Like kids born to prosperous boomer parents, Gosling and Hathaway had a major leg up from their early association with Disney (and, as with boomers, something that looked more sinister in retrospect). At the same time, neither of them were quite famous enough as official or symbolic Mouseketeers that they needed to declare independence with quite so much insistence as some of their peers. (Yes, Hathaway did a risqué movie called Havoc early on, but as far as anyone could tell, it was released directly to Mr. Skin dot com.) That grounded sensibility is reflected in both The Idea of You and The Fall Guy, which have their megawatt stars playing characters who wind up fame-adjacent, a presentation not uncommon for vehicles that want to acknowledge the otherworldliness of their stars without quite indulging them. Gosling’s Colt Seavers is a stunt double for a preening, globally famous actor played by Aaron Taylor-Johnson, something of an in-joke given that Gosling is more of a household name than the guy he’s supposed to be interchangeable with (or maybe a different sort of in-joke predicated on the idea that even the most popular of today’s stars aren’t as distinctive as bigger figures from Hollywood’s past). Hathaway’s Solène is even further removed from the spotlight, until she’s thrust further into it as the older girlfriend of a beloved pop star.
Their roles both have connections to past and relatively lesser-seen vehicles, as if reprising them for the masses: Ryan Gosling is essentially playing his goofball detective from The Nice Guys, only with somewhat less bumbling physicality, while Anne Hathaway is kinda-sorta remaking an indie project hardly anyone saw called Song One, where her character is also introduced to a musician beloved by someone else in her family (in this case her comatose brother rather than her ex-boyband-fan daughter) and also becomes smitten with his sensitive-musician stylings.

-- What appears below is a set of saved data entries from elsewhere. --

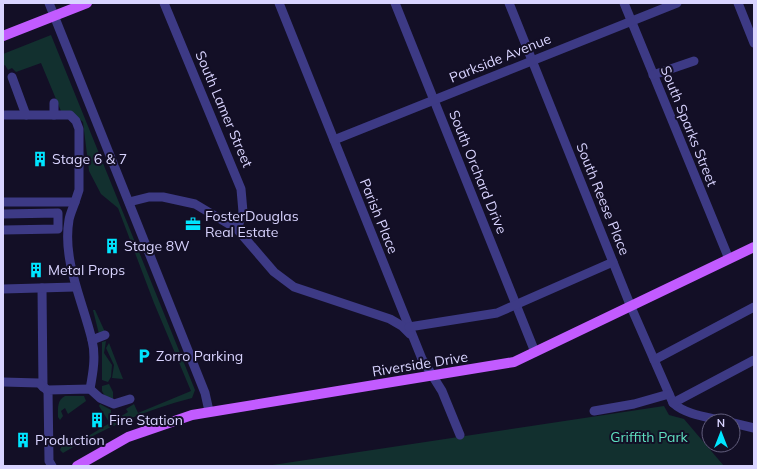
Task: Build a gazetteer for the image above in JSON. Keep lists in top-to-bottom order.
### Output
{
  "streets": {
    "main road": ["Riverside Drive"],
    "street": [
      "Parkside Avenue",
      "South Lamer Street",
      "South Sparks Street",
      "South Orchard Drive",
      "South Reese Place",
      "Parish Place"
    ]
  },
  "crossings": [
    ["Parkside Avenue", "South Sparks Street"],
    ["Parkside Avenue", "South Orchard Drive"],
    ["Parkside Avenue", "South Reese Place"],
    ["Parkside Avenue", "Parish Place"],
    ["South Sparks Street", "Riverside Drive"],
    ["South Orchard Drive", "Riverside Drive"],
    ["South Reese Place", "Riverside Drive"],
    ["Parish Place", "Riverside Drive"]
  ],
  "parks": ["Griffith Park"],
  "places": {
    "building": [
      "Stage 6 & 7",
      "Stage 8W",
      "Metal Props",
      "Fire Station",
      "Production"
    ],
    "office": ["FosterDouglas Real Estate"],
    "parking": ["Zorro Parking"]
  },
  "north": "top"
}
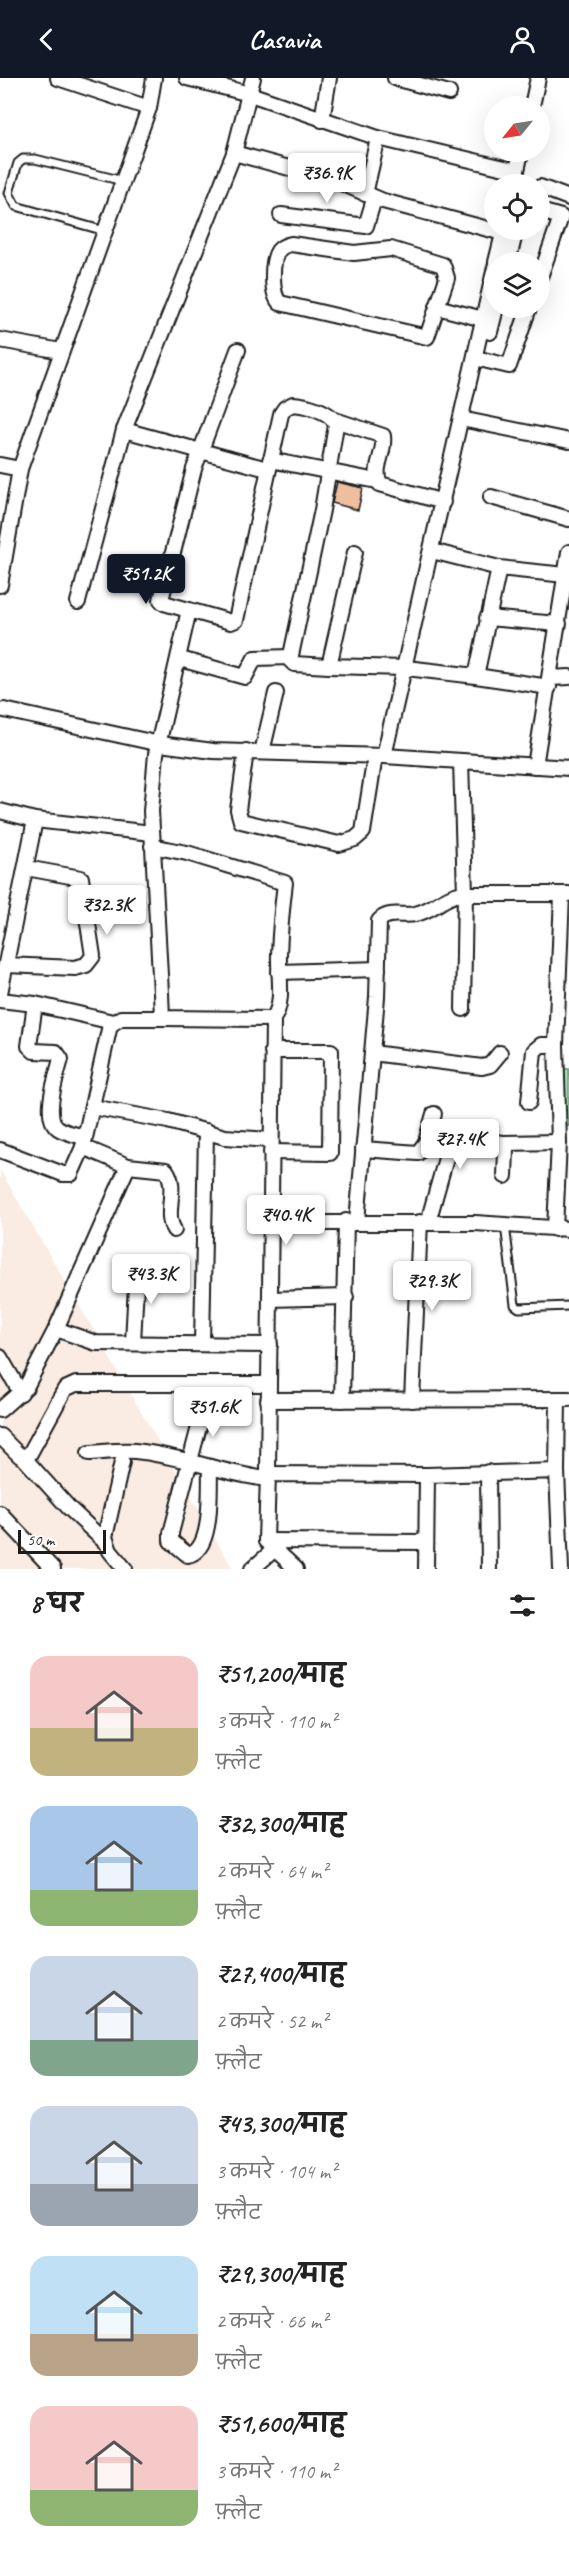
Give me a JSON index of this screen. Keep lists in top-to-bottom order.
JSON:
{
  "scale_bar": "50 m",
  "north": "bottom left",
  "page": {
    "header": "Casavia",
    "price": [
      "₹36.9K",
      "₹51.2K",
      "₹32.3K",
      "₹27.4K",
      "₹40.4K",
      "₹43.3K",
      "₹29.3K",
      "₹51.6K"
    ],
    "scale": "50 m",
    "heading": "8 घर",
    "list": [
      {
        "name": "₹51,200/माह",
        "note": "3 कमरे · 110 m² · फ़्लैट"
      },
      {
        "name": "₹32,300/माह",
        "note": "2 कमरे · 64 m² · फ़्लैट"
      },
      {
        "name": "₹27,400/माह",
        "note": "2 कमरे · 52 m² · फ़्लैट"
      },
      {
        "name": "₹43,300/माह",
        "note": "3 कमरे · 104 m² · फ़्लैट"
      },
      {
        "name": "₹29,300/माह",
        "note": "2 कमरे · 66 m² · फ़्लैट"
      },
      {
        "name": "₹51,600/माह",
        "note": "3 कमरे · 110 m² · फ़्लैट"
      }
    ]
  }
}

Song One is part of an unofficial 2010s-era series where Hathaway plays (implicitly millennial) women who are Going Through Some Shit, also including the Parkinson’s sufferer in Love & Other Drugs and the alcoholic screw-up of Colossal. The pivot here was less from her Disney Princess status than from the path laid out for her by The Devil Wears Prada, which appeared to lead more toward chick-lit pictures like Bride Wars. Hathaway comes across like a rom-com lead – wholesome smile, Type A precision – but hasn’t actually starred in that many, with Prada and Bride Wars (and her Jane Austen not-exactly biopic Becoming Jane, and her later Nancy Meyers-directed vehicle The Intern) focusing on career and friendships more than traditional romance, mirroring a generational shift in younger city-dwellers. When Hathaway has dabbled in romance, it tends to be more bittersweet, which makes The Idea of You feel like a reconciliation between Hathaway’s rom-com-ready neatness and the disarray of her more daring roles.
That’s in the text of the movie, too, with Solène positioned as a successful gallery owner whose romantic life hasn’t turned out quite as planned, with an early pregnancy and a divorce caused by her husband’s infidelity. Theoretically, it should be a striking balance between Hathaway’s buttoned-up early work, where she often felt as if she was hitting her mark so precisely that her performances had no sense of spontaneity, and the paradoxical relaxation she seemed to feel playing messier women. There’s even a turn where Solène experiences a barrage of vile online comments and unfounded bad press over her new relationship, an aspect of the movie Hathaway could surely relate to, having been on the receiving end of a press-cooked narrative that people hated her try-hard theater-kid smarm (even though that wave of cruelty crested long after she had loosened up on screen; her Les Misérables Oscar came not long after her delightful turn in The Dark Knight Rises).